● **DIRECTIONS**:
Below are the entries; return every line among them that holds the word "text".

● **DATA SHOWN**:
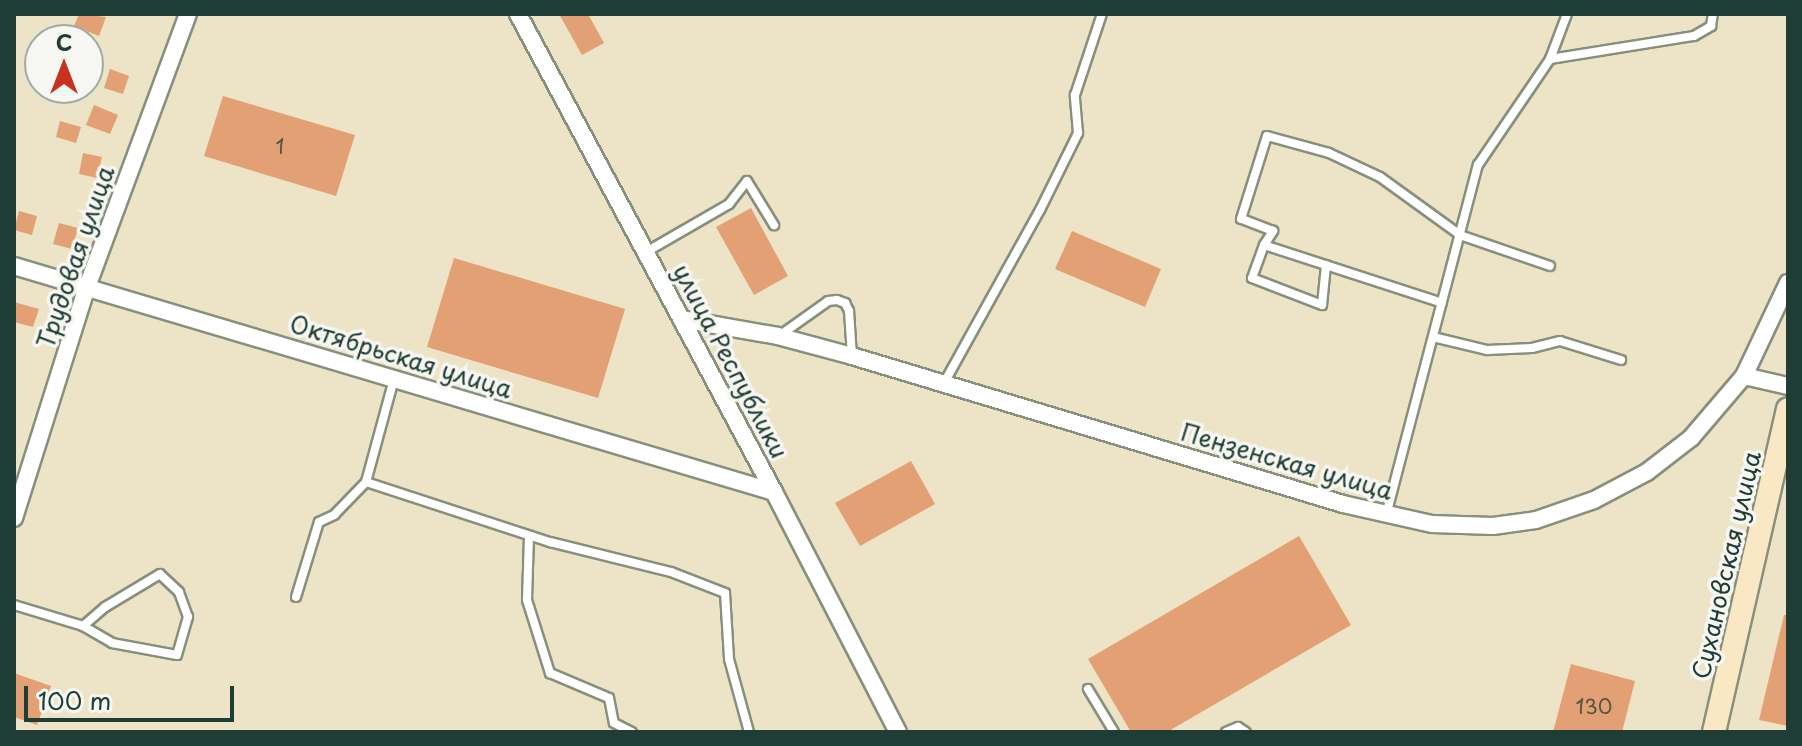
<!DOCTYPE html>
<html>
<head>
<meta charset="utf-8">
<style>
	body { margin:0 }
	#map { position:relative; width:1802px; height:746px; overflow:hidden; background:#ede3c6; font-family:"Playpen Sans",sans-serif }
	div>[style] { position:absolute }
	[style*='--x'] { left:calc(var(--x)*1px); top:calc(var(--y)*1px); width:calc(var(--w)*1px); rotate:calc(var(--a)*1deg) }
	.building>* { inset:0; background:#e3a075 }
	.roads { filter:drop-shadow(2px 0 #86907d) drop-shadow(-2px 0 #86907d) drop-shadow(0 2px #86907d) drop-shadow(0 -2px #86907d) }
	.lane>* { height:8px; margin:-4px; padding:0 4px; transform-origin:4px; border-radius:4px; background:#fff }
	.street>* { height:16px; margin:-8px; padding:0 8px; transform-origin:8px; border-radius:8px; background:#fff }
	.secondary>* { height:22px; margin:-11px; padding:0 11px; transform-origin:11px; border-radius:11px; background:#fae7c3 }
	span { translate:-50% -50%; white-space:nowrap; text-align:center; line-height:1.15; -webkit-text-stroke:7px #f6f6f2; paint-order:stroke }
	.number-label { font-size:20px; color:#505644 }
	.number-label span { -webkit-text-stroke-width:0 }
	.street-label { font-size:24px; color:#1f3d34 }
	.frame { position:absolute; inset:0; border:16px solid #1f3d34; pointer-events:none }
	.north { position:absolute; left:24px; top:24px; width:80px; height:80px; box-sizing:border-box; background:#f6f6f2; border:2px solid #a0aca6; border-radius:50%; rotate:0deg; font-size:22px; font-weight:700; line-height:32px; text-align:center; color:#1f3d34 }
	.north::after { content:''; display:block; margin:auto; width:28px; height:36px; background:#c8321e; clip-path:polygon(50% 0,100% 100%,50% 72%,0 100%) }
	.scale { position:absolute; left:24px; top:686px; width:210px; height:36px; box-sizing:border-box; border:4px solid #1f3d34; border-top:0; padding-left:10px; font-size:24px; line-height:28px; white-space:nowrap; color:#1f3d34; -webkit-text-stroke:6px #f6f6f2; paint-order:stroke }
</style>
</head>
<body>
<div id="map">
	<div class="building">
		<i style="clip-path:polygon(79px 14px,106px 17px,99px 36px,74px 26px)"></i>
		<i style="clip-path:polygon(559px 14px,588px 14px,604px 43px,582px 55px)"></i>
		<i style="clip-path:polygon(110px 69px,129px 76px,123px 94px,104px 88px)"></i>
		<i style="clip-path:polygon(223px 96px,355px 135px,336px 196px,204px 156px)"></i>
		<i style="clip-path:polygon(94px 105px,118px 115px,110px 134px,86px 125px)"></i>
		<i style="clip-path:polygon(60px 121px,81px 127px,76px 143px,56px 137px)"></i>
		<i style="clip-path:polygon(83px 153px,102px 157px,97px 178px,79px 174px)"></i>
		<i style="clip-path:polygon(751px 208px,788px 276px,754px 295px,716px 227px)"></i>
		<i style="clip-path:polygon(19px 211px,37px 216px,32px 235px,14px 230px)"></i>
		<i style="clip-path:polygon(59px 223px,78px 228px,72px 249px,53px 244px)"></i>
		<i style="clip-path:polygon(1072px 231px,1161px 269px,1145px 307px,1055px 269px)"></i>
		<i style="clip-path:polygon(454px 258px,625px 309px,598px 398px,427px 347px)"></i>
		<i style="clip-path:polygon(14px 302px,39px 309px,33px 327px,14px 322px)"></i>
		<i style="clip-path:polygon(911px 461px,935px 504px,860px 546px,835px 503px)"></i>
		<i style="clip-path:polygon(1299px 536px,1351px 625px,1167px 732px,1131px 732px,1088px 659px)"></i>
		<i style="clip-path:polygon(1784px 615px,1788px 615px,1788px 726px,1759px 720px)"></i>
		<i style="clip-path:polygon(1571px 664px,1635px 681px,1622px 732px,1553px 732px)"></i>
		<i style="clip-path:polygon(14px 673px,51px 686px,37px 725px,14px 717px)"></i>
	</div>
	<div class="roads">
		<div class="lane">
			<i style="--x:1550;--y:59;--w:146;--a:-9.1"></i>
			<i style="--x:1694;--y:36;--w:20;--a:-30"></i>
			<i style="--x:1711;--y:26;--w:12;--a:-81"></i>
			<i style="--x:1264;--y:245;--w:17;--a:-57"></i>
			<i style="--x:1273;--y:231;--w:34;--a:-159"></i>
			<i style="--x:1241;--y:219;--w:87;--a:-72.6"></i>
			<i style="--x:1267;--y:136;--w:64;--a:15.3"></i>
			<i style="--x:1329;--y:153;--w:56;--a:25.2"></i>
			<i style="--x:1380;--y:177;--w:99;--a:35.9"></i>
			<i style="--x:1460;--y:235;--w:95;--a:19"></i>
			<i style="--x:646;--y:252;--w:96;--a:-30"></i>
			<i style="--x:729;--y:204;--w:29;--a:-52"></i>
			<i style="--x:747;--y:181;--w:52;--a:58.5"></i>
			<i style="--x:1326;--y:265;--w:40;--a:95.7"></i>
			<i style="--x:1322;--y:305;--w:75;--a:-158.9"></i>
			<i style="--x:1252;--y:278;--w:35;--a:-70"></i>
			<i style="--x:1264;--y:245;--w:187;--a:18"></i>
			<i style="--x:779;--y:336;--w:60;--a:-35.5"></i>
			<i style="--x:828;--y:301;--w:9;--a:-6"></i>
			<i style="--x:837;--y:300;--w:9;--a:21"></i>
			<i style="--x:845;--y:303;--w:9;--a:63"></i>
			<i style="--x:849;--y:311;--w:45;--a:86.2"></i>
			<i style="--x:1433;--y:337;--w:56;--a:13.5"></i>
			<i style="--x:1487;--y:350;--w:45;--a:-2.5"></i>
			<i style="--x:1532;--y:348;--w:29;--a:-14"></i>
			<i style="--x:1560;--y:341;--w:64;--a:17.3"></i>
			<i style="--x:394;--y:379;--w:107;--a:105.2"></i>
			<i style="--x:366;--y:482;--w:194;--a:18.1"></i>
			<i style="--x:550;--y:542;--w:125;--a:13.9"></i>
			<i style="--x:671;--y:572;--w:58;--a:21.3"></i>
			<i style="--x:725;--y:593;--w:66;--a:86.5"></i>
			<i style="--x:729;--y:659;--w:76;--a:74.7"></i>
			<i style="--x:944;--y:383;--w:198;--a:-61"></i>
			<i style="--x:1040;--y:210;--w:86;--a:-63.7"></i>
			<i style="--x:1078;--y:133;--w:38;--a:-95"></i>
			<i style="--x:1075;--y:95;--w:85;--a:-71.6"></i>
			<i style="--x:1386;--y:515;--w:362;--a:-75.3"></i>
			<i style="--x:1478;--y:165;--w:128;--a:-55.8"></i>
			<i style="--x:1550;--y:59;--w:48;--a:-69.3"></i>
			<i style="--x:529;--y:536;--w:64;--a:91.8"></i>
			<i style="--x:527;--y:600;--w:77;--a:72.5"></i>
			<i style="--x:550;--y:673;--w:64;--a:23"></i>
			<i style="--x:609;--y:698;--w:25;--a:79"></i>
			<i style="--x:614;--y:723;--w:20;--a:27"></i>
			<i style="--x:296;--y:597;--w:78;--a:-73"></i>
			<i style="--x:319;--y:522;--w:17;--a:-25"></i>
			<i style="--x:334;--y:515;--w:46;--a:-45.9"></i>
			<i style="--x:14;--y:605;--w:72;--a:16.9"></i>
			<i style="--x:83;--y:626;--w:34;--a:30"></i>
			<i style="--x:112;--y:643;--w:66;--a:10.5"></i>
			<i style="--x:177;--y:655;--w:40;--a:-74"></i>
			<i style="--x:188;--y:617;--w:27;--a:-110"></i>
			<i style="--x:179;--y:592;--w:26;--a:-137"></i>
			<i style="--x:160;--y:574;--w:64;--a:149"></i>
			<i style="--x:105;--y:607;--w:29;--a:139"></i>
			<i style="--x:1088;--y:689;--w:50;--a:58.8"></i>
			<i style="--x:1226;--y:732;--w:13;--a:-23"></i>
			<i style="--x:1238;--y:727;--w:9;--a:32"></i>
		</div>
		<div class="street">
			<i style="--x:518;--y:14;--w:542;--a:61.83"></i>
			<i style="--x:774;--y:492;--w:270;--a:62.7"></i>
			<i style="--x:14;--y:266;--w:793;--a:16.56"></i>
			<i style="--x:681;--y:319;--w:98;--a:9.9"></i>
			<i style="--x:778;--y:336;--w:77;--a:15.1"></i>
			<i style="--x:852;--y:356;--w:513;--a:16.77"></i>
			<i style="--x:1343;--y:504;--w:91;--a:12.7"></i>
			<i style="--x:1432;--y:524;--w:61;--a:1.9"></i>
			<i style="--x:1493;--y:526;--w:43;--a:-7.9"></i>
			<i style="--x:1536;--y:520;--w:61;--a:-19"></i>
			<i style="--x:1594;--y:500;--w:60;--a:-27.8"></i>
			<i style="--x:1647;--y:472;--w:56;--a:-37.7"></i>
			<i style="--x:1691;--y:438;--w:82;--a:-49.5"></i>
			<i style="--x:1744;--y:376;--w:103;--a:-64.7"></i>
			<i style="--x:1744;--y:376;--w:45;--a:12.8"></i>
			<i style="--x:14;--y:518;--w:242;--a:-72.5"></i>
			<i style="--x:87;--y:287;--w:291;--a:-69.7"></i>
		</div>
		<div class="secondary">
			<i style="--x:1714;--y:732;--w:331;--a:-77.1"></i>
		</div>
	</div>
	<div class="number-label">
		<span style="left:280px;top:146px">1</span>
		<span style="left:1594px;top:706px">130</span>
	</div>
	<div class="street-label">
		<span style="left:75px;top:257px;rotate:-71deg">Трудовая улица</span>
		<span style="left:401px;top:356px;rotate:17deg">Октябрьская улица</span>
		<span style="left:731px;top:361px;rotate:62deg">улица Республики</span>
		<span style="left:1287px;top:461px;rotate:16deg">Пензенская улица</span>
		<span style="left:1726px;top:565px;rotate:-77deg">Сухановская улица</span>
	</div>
	<div class="frame"></div>
	<div class="north">С</div>
	<div class="scale">100 m</div>
</div>
</body>
</html>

● **RESPONSE**:
	span { translate:-50% -50%; white-space:nowrap; text-align:center; line-height:1.15; -webkit-text-stroke:7px #f6f6f2; paint-order:stroke }
	.number-label span { -webkit-text-stroke-width:0 }
	.north { position:absolute; left:24px; top:24px; width:80px; height:80px; box-sizing:border-box; background:#f6f6f2; border:2px solid #a0aca6; border-radius:50%; rotate:0deg; font-size:22px; font-weight:700; line-height:32px; text-align:center; color:#1f3d34 }
	.scale { position:absolute; left:24px; top:686px; width:210px; height:36px; box-sizing:border-box; border:4px solid #1f3d34; border-top:0; padding-left:10px; font-size:24px; line-height:28px; white-space:nowrap; color:#1f3d34; -webkit-text-stroke:6px #f6f6f2; paint-order:stroke }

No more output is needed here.